As an illustration, here is an example of visualization of intracellular calcium concentrations in a simulation that was run using only the first 4 parts of the mesh (as shown in the previous section):

The simulation can be played by opening the menu, switching to the “GLOBAL” tab, and clicking on the Play button.

Here are examples of Paraview usage and figures made with the data from the full mesh simulation and 3D snapshots of membrane potential and tetrahedron calcium concentration at 8ms: 9f173453de1e47cbbee09c2446aced51

12.8. Data loading in python

The data that we recorded can also be loaded in python with the HDF5Handler class.

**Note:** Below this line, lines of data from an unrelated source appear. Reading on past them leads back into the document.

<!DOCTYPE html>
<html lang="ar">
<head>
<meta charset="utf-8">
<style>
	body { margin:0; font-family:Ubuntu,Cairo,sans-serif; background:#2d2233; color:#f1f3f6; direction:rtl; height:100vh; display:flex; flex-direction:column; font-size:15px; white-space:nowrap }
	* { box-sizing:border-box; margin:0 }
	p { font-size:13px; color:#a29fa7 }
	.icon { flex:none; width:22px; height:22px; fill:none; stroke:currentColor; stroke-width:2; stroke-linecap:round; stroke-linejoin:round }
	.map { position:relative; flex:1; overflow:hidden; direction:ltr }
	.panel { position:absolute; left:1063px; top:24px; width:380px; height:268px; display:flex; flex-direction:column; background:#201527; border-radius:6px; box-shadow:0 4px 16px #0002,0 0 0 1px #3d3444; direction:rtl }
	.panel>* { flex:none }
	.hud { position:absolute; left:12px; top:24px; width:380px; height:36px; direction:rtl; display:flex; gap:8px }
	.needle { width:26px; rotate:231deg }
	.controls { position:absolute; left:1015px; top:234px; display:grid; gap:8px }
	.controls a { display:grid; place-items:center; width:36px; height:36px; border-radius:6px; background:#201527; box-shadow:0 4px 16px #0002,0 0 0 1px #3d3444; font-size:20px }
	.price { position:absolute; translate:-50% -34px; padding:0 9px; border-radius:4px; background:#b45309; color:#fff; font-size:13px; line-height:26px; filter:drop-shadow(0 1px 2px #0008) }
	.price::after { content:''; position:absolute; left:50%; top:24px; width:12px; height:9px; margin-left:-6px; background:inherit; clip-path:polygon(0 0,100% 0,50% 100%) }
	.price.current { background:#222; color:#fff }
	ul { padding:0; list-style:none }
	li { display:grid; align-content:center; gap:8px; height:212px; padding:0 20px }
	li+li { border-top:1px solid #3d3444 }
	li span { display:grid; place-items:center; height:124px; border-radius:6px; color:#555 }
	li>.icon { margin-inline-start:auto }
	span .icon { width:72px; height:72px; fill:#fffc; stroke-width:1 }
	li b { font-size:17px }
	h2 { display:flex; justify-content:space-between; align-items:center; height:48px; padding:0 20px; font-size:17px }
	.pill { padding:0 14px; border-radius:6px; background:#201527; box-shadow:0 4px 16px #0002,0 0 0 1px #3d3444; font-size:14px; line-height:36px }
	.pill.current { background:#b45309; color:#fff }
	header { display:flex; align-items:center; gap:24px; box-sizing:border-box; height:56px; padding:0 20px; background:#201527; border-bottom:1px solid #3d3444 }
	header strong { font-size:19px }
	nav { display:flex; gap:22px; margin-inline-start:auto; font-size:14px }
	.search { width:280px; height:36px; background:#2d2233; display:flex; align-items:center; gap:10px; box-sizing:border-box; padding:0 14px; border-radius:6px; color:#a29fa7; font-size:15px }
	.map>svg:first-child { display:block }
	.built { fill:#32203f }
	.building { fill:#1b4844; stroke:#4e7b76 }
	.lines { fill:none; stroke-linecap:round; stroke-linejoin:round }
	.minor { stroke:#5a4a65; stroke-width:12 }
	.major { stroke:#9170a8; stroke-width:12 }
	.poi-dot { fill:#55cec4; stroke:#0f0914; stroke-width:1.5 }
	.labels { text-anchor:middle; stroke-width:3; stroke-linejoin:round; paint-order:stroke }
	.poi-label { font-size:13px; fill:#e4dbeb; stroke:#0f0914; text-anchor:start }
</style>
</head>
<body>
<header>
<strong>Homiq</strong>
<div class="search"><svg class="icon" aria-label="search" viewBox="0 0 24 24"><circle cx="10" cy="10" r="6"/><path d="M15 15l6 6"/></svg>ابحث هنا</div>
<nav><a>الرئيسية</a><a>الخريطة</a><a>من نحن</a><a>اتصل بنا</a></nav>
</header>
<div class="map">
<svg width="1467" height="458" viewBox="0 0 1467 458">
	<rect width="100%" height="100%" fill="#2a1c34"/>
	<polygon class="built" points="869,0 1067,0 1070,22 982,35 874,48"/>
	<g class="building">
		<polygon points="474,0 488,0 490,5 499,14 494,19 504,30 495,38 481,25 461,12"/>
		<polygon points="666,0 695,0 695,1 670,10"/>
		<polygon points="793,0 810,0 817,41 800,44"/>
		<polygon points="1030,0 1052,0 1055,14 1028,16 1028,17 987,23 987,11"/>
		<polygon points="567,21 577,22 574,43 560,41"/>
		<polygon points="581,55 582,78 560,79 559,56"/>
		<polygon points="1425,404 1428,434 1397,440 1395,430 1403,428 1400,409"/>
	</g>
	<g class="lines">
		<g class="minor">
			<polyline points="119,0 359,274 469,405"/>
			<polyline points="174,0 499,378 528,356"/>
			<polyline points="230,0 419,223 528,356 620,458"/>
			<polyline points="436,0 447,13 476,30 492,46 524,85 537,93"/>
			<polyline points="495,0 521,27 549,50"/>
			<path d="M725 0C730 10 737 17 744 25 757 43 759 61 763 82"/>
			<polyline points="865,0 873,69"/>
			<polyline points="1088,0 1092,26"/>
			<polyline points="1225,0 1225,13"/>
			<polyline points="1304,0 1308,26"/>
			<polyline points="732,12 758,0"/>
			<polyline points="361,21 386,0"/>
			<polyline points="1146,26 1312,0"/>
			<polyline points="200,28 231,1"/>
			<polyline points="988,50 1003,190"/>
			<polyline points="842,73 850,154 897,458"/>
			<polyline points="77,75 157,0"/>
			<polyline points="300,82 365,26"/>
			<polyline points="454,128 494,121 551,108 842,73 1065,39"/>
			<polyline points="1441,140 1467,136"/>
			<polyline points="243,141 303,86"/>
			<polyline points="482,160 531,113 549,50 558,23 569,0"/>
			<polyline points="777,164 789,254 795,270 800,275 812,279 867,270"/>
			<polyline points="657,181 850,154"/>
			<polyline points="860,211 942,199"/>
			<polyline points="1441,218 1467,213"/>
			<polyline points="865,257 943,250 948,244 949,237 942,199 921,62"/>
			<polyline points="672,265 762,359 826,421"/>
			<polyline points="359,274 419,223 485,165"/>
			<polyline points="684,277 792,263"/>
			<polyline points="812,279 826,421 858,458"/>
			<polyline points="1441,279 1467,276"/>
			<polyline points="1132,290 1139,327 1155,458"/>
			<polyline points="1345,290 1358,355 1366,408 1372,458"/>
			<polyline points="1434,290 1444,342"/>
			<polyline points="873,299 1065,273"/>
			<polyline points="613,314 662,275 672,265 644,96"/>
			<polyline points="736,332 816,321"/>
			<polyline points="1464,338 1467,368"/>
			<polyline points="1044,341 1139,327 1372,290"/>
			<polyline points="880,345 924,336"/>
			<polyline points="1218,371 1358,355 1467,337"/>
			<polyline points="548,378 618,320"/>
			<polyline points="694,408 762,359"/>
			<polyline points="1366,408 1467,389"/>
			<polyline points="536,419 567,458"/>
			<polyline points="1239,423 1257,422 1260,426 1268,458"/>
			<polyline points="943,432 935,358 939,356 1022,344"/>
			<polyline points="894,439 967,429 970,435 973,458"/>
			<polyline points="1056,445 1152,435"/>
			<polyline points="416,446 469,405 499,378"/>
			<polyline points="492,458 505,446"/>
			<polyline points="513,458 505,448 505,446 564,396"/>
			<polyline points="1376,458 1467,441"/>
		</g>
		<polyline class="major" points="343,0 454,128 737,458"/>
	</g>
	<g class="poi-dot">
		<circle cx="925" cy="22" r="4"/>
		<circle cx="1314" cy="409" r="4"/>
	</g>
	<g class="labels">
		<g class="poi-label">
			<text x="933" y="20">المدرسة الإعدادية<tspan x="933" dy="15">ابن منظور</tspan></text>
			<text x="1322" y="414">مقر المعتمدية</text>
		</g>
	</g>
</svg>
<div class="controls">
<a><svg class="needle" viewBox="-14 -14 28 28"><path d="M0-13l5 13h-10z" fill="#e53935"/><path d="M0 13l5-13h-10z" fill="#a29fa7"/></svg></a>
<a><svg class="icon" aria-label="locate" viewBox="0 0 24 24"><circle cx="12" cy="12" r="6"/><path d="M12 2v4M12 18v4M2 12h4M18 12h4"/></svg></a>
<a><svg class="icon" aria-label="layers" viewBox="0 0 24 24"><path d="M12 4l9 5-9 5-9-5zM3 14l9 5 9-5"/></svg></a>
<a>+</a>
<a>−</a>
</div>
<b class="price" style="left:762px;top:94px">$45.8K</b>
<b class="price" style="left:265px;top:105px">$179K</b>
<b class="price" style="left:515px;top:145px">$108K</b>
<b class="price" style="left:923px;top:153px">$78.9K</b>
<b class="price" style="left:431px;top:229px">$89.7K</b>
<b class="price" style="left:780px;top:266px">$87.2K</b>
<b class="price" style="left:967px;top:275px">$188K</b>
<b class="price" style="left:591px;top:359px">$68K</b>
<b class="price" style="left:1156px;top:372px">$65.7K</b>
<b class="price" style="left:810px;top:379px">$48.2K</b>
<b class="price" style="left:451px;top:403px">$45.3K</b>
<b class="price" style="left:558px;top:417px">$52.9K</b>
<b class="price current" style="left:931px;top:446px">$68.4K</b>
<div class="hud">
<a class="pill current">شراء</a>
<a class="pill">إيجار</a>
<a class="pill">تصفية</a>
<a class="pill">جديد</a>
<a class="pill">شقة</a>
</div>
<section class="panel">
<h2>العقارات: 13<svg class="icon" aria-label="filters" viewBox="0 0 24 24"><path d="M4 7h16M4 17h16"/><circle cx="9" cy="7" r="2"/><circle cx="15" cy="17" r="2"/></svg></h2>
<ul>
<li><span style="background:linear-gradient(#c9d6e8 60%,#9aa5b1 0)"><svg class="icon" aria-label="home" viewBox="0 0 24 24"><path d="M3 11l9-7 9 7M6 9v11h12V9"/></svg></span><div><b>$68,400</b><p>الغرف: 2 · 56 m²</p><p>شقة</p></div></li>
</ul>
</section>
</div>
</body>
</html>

STEPS will automatically open the individual .h5 files corresponding to each MPI rank and the results will be accessible as if everything was saved in a single file.

For example, we can plot average values with:

[1]:
import steps.interface

from steps.saving import *

from matplotlib import pyplot as plt
import numpy as np

with HDF5Handler('scripts/DistCaburst') as hdf:
    Pots, CaConc, Currents = hdf['CaBurstSim'].results

    plt.figure(figsize=(10,7))
    plt.plot(Pots.time[-1], 1e3 * np.mean(Pots.data[-1], axis=1))
    plt.xlabel('Time [s]')
    plt.ylabel('Membrane Potential [mV]')
    plt.show()

    plt.figure(figsize=(10,7))
    vols = CaConc.metaData['Vols']
    mols = CaConc.data[-1] * vols
    plt.plot(Pots.time[-1], 1e6 * np.sum(mols, axis=1) / sum(vols))
    plt.xlabel('Time [s]')
    plt.ylabel('Intracellular calcium concentration [uM]')
    plt.show()

    plt.figure(figsize=(10,7))
    plt.plot(Pots.time[-1], 1e9 * np.sum(Currents.data[-1], axis=1))
    plt.xlabel('Time [s]')
    plt.ylabel('CaP current [nA]')
    plt.show()
../_images/API_2_STEPS_Tutorial_Distributed_1_0.png
../_images/API_2_STEPS_Tutorial_Distributed_1_1.png
../_images/API_2_STEPS_Tutorial_Distributed_1_2.png

The data for these plots has been obtained using the restricted 4 rank run that we discussed previously.